Baselines: setting thresholds from variance¶
Set regression thresholds from observed variance, not arbitrary numbers:
- Run your eval suite 5–10 times on the same agent version.
- Compute the standard deviation for each metric.
- Set the threshold at 2× standard deviation — this catches real regressions while tolerating natural variance.
# If observed std of pass_rate is 0.03, ~2x std ≈ 6%:
baseline.add_metric(metric_name="pass_rate", value=0.85, std=0.03, relative_threshold=0.06)
Storing, promoting, and comparing baselines (including canary baselines for safety-critical metrics that must never regress) is covered end to end in the Baseline Regression Tutorial.
Common Pitfalls¶
1. Grading paths, not outcomes¶
Wrong: check that the agent used specific tools in a specific order. Right: check that the final output meets requirements, regardless of how it got there.
2. Too few samples¶
Running 1 trial per task gives a binary signal with no statistical power. Run at least 3.
3. Stale baselines¶
Baselines established months ago may not reflect current expectations. Review stale baselines regularly rather than trusting them indefinitely.
4. LLM grader drift¶
LLM grader behavior changes when the underlying model is updated. After any model
upgrade: re-run calibration with human scores, compare old vs new grading on the
same transcripts, and update prompts if correlation drops below 0.7.
5. Ignoring pass^k¶
High pass@k can mask reliability problems. A task with pass@5 = 0.99 but pass^5 = 0.20 means the agent almost always succeeds eventually but fails 80% of the time when you need 5 consecutive successes. For production use, pass^k often matters more.
6. Overfitting the eval suite¶
If you only add tasks where the agent fails, the suite becomes a regression test, not a capability test.

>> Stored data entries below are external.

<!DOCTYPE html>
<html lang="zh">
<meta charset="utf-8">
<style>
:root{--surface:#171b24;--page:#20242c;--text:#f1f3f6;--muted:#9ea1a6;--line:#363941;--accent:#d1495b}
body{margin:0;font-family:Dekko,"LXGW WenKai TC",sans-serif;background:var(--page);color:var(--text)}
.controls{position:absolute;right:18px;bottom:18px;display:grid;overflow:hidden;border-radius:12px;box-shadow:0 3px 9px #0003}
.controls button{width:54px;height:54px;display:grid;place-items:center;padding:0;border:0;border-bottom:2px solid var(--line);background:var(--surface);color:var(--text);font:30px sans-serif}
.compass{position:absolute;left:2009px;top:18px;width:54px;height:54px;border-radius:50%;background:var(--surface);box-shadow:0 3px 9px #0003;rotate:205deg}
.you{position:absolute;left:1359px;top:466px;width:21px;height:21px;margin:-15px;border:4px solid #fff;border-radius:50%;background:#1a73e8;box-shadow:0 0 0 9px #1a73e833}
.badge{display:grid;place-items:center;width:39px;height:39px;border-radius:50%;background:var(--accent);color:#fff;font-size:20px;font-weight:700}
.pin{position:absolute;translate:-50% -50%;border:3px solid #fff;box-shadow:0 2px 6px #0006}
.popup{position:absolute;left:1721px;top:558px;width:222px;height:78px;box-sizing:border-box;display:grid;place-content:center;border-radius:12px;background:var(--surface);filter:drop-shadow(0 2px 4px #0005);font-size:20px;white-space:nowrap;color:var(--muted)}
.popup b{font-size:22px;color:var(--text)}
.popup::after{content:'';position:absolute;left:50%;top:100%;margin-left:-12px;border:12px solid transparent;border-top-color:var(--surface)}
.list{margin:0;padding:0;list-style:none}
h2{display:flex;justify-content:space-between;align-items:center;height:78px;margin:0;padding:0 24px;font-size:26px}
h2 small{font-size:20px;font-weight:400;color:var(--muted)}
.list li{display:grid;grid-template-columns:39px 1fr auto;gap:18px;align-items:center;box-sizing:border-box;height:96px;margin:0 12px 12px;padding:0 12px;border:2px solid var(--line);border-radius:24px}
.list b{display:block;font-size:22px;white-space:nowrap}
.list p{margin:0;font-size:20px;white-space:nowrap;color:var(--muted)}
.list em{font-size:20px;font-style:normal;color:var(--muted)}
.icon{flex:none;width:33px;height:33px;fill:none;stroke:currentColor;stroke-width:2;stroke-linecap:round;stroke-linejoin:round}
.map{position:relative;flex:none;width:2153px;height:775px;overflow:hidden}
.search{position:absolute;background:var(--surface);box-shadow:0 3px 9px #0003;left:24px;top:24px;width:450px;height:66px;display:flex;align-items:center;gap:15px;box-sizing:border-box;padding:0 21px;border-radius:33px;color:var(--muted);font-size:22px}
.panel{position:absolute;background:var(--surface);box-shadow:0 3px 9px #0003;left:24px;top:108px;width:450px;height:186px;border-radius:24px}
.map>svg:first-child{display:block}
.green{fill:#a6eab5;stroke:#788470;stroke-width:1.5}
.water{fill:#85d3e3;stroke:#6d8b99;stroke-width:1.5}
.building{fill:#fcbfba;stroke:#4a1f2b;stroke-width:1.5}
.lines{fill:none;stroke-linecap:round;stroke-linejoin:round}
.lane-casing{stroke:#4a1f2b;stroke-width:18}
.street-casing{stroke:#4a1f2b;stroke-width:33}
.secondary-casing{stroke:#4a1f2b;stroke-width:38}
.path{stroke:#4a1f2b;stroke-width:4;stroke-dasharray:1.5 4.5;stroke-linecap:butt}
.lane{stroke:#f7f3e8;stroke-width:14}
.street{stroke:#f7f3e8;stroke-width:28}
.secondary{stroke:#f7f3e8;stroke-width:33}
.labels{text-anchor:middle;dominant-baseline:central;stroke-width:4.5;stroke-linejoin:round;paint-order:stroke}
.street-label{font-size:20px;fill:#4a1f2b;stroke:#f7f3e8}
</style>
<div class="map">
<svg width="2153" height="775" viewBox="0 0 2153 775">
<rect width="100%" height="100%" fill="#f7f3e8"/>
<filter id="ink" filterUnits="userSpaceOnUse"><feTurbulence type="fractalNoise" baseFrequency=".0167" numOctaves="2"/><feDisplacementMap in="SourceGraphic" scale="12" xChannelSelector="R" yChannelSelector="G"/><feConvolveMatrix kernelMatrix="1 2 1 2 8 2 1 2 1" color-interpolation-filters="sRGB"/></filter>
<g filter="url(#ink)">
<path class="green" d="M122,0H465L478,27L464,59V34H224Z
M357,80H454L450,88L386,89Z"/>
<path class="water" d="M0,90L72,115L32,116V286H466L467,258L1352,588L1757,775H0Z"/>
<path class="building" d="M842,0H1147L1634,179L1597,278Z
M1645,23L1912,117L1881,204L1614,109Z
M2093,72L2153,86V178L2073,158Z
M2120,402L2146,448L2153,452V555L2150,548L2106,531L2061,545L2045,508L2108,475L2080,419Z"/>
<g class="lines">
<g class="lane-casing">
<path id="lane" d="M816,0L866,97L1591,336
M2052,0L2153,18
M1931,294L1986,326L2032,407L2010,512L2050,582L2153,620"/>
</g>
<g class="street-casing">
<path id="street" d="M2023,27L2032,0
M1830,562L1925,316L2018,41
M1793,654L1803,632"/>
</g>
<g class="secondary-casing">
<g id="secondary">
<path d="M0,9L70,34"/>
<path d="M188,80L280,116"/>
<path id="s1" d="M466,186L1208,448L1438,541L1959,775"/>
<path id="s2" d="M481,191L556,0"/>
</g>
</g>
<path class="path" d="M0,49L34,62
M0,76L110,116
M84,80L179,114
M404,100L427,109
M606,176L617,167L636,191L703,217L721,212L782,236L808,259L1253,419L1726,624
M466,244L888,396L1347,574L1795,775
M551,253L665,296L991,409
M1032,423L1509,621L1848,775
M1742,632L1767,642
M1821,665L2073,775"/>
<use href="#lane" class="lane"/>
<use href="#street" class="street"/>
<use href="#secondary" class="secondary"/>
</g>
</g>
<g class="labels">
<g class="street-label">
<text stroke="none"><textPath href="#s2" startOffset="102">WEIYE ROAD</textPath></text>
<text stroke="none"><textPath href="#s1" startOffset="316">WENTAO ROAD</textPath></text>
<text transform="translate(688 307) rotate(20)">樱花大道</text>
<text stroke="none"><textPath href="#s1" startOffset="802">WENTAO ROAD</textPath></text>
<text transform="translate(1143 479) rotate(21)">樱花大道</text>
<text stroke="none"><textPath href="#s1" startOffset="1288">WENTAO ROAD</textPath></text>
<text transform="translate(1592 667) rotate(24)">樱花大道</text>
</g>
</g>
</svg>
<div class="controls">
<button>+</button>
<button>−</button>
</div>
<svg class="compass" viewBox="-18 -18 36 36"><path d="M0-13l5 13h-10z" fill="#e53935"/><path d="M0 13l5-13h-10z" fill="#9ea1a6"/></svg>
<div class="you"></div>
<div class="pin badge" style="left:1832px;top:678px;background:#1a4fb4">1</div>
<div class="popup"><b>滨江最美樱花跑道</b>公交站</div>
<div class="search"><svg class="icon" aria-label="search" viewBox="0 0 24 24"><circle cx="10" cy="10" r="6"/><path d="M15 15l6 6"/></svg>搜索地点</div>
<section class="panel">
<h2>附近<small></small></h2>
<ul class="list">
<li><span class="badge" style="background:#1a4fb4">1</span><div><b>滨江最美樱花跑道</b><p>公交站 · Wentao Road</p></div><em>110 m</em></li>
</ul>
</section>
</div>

Regularly add new tasks from fresh failure cases and retire tasks that have passed consistently for months.
Evaluation Maturity Model¶
| Level | Description | Characteristics |
|---|---|---|
| 1 — Manual | Ad-hoc spot checking | No automation, no baselines |
| 2 — Basic | Automated eval suite | CodeGrader, num_runs=1, CI output |
| 3 — Statistical | Non-determinism handled | num_runs ≥ 3, pass@k + pass^k, baselines |
| 4 — Calibrated | Human-validated grading | Weekly calibration, LLMGrader correlation > 0.7 |
| 5 — Production | Full pipeline with dashboard | HTML dashboard, regression gating, DecisionSpec tracking, canary baselines |
Most teams should aim for Level 3 initially and progress to Level 4–5 as their agent matures.